Setelah itu, keduanya pun makan dengan keadaan yang sunyi. Daripada mengobrol dengan Alea, bian memilih menikmati rotinya sambil mengecek ponselnya.
Alea merasa asing. Dan ia tidak suka suasana canggung seperti ini. Sial! Ponselnya saja bahkan lupa ia bawa - masih ada di kamar.
"Semalam kamu dari mana sih? Kok berantakan gitu? Terus, hari ini kamu juga mau ke mana? Kok udah rapi aja?" tanya Alea, mengambil inisiatif untuk memecah keheningan.
"Semalam ketemu teman. Sekarang mau kerja," jawab Bian acuh.
Seperti teringat akan sesuatu, pria itu segera mendongak menatap Alea. Ia meletakkan roti dan ponselnya untuk mengambil sesuatu dari sakunya.
"Ada apa?" bingung Alea, saat Bian menyodorkan sesuatu padanya.
"Ambil! Jatah belanjamu akan aku transfer ke sana setiap awal bulan," titah Bian.
Alea tersenyum. Hatinya menghangat - senang bukan main. Apakah ini artinya Bian sudah mau belajar menerimanya sebagai istri, dengan mempercayakan urusan dapur pada Alea, dan memberinya nafkah?
Apakah ini artinya Alea benar-benar memiliki 'keluarga' sekarang?
Alea segera mengambil debit card yang Bian sodorkan. Namun, saat ia hendak mengucapkan kata terimakasih, ucapan Bian selanjutnya membuat impan Alea pagi ini hancur sudah.

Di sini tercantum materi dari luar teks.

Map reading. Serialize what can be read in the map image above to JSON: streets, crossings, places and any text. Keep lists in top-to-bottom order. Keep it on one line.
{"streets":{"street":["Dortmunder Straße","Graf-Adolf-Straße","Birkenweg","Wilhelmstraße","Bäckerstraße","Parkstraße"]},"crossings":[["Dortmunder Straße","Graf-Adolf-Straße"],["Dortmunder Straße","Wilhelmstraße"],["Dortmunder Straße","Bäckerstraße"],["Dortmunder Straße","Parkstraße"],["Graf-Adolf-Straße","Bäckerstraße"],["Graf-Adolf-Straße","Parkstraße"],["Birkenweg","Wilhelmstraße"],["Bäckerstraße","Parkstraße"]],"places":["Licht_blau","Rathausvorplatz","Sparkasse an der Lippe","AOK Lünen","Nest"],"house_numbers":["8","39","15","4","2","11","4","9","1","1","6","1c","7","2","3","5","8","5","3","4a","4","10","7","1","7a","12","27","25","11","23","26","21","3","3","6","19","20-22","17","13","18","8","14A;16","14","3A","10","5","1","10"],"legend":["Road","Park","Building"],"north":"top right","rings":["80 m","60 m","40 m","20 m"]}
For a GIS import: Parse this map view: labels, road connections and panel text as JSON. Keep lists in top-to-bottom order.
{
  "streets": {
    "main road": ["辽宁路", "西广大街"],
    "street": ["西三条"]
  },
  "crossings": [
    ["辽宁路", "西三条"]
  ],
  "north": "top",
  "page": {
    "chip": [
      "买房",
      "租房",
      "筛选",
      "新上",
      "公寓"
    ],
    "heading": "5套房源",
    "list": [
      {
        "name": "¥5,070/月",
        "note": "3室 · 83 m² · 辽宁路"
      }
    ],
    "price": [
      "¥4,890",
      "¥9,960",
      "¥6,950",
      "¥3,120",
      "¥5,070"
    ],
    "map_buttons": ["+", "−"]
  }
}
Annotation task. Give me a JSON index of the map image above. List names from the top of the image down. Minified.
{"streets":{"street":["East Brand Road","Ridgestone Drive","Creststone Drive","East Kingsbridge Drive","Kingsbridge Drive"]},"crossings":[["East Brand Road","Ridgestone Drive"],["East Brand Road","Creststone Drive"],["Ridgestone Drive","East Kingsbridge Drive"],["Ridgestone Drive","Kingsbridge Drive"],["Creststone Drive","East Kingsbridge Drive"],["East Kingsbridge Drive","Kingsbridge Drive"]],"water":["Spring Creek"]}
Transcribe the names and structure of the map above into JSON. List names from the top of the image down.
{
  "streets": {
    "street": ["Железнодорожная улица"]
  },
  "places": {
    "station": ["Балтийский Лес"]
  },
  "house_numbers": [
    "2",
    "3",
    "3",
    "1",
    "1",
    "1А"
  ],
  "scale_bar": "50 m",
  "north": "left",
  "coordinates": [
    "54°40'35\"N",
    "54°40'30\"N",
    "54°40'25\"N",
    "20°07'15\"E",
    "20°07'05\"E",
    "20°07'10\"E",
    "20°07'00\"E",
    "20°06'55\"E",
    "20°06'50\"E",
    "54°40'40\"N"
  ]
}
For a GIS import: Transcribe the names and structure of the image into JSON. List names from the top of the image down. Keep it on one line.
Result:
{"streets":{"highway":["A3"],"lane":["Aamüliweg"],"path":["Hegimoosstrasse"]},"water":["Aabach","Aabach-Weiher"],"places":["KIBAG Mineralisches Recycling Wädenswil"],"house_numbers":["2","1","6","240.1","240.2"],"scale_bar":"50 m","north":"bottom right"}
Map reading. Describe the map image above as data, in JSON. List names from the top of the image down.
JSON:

"Itu kan yang kamu mau? Jadi, jangan pernah lagi menuntut apapun dariku! Kuliah, makan, uang saku, gaya hidup, aku yang tanggung. Tapi jangan minta aku jadi suami yang baik buat kamu! Karena hal itu tidak akan pernah terjadi!" tegas Bian, membuat Alea bungkam dengan nyeri yang luar biasa di dadanya.
Lagi ... ia diabaikan - dicampakan oleh orang yang seharusnya ingin ia sebut dengan keluarga.
Dan dengan tak berperasaannya, Bian langsung bangkit, pergi meninggalkan Alea sesaat setelah ia menghancurkan satu-satunya harapan milik gadis itu.
Alea diam membeku selama beberapa saat. Namun, beberapa menit berikutnya, ia terkekeh dengan raut wajah datar.
"Aku kenapa sih? Hal seperti ini kan memang sudah biasa," ujar Alea. Ia menatap nanar debit card yang ada di meja, kemudian meraih dan meletakkannya di dompetnya.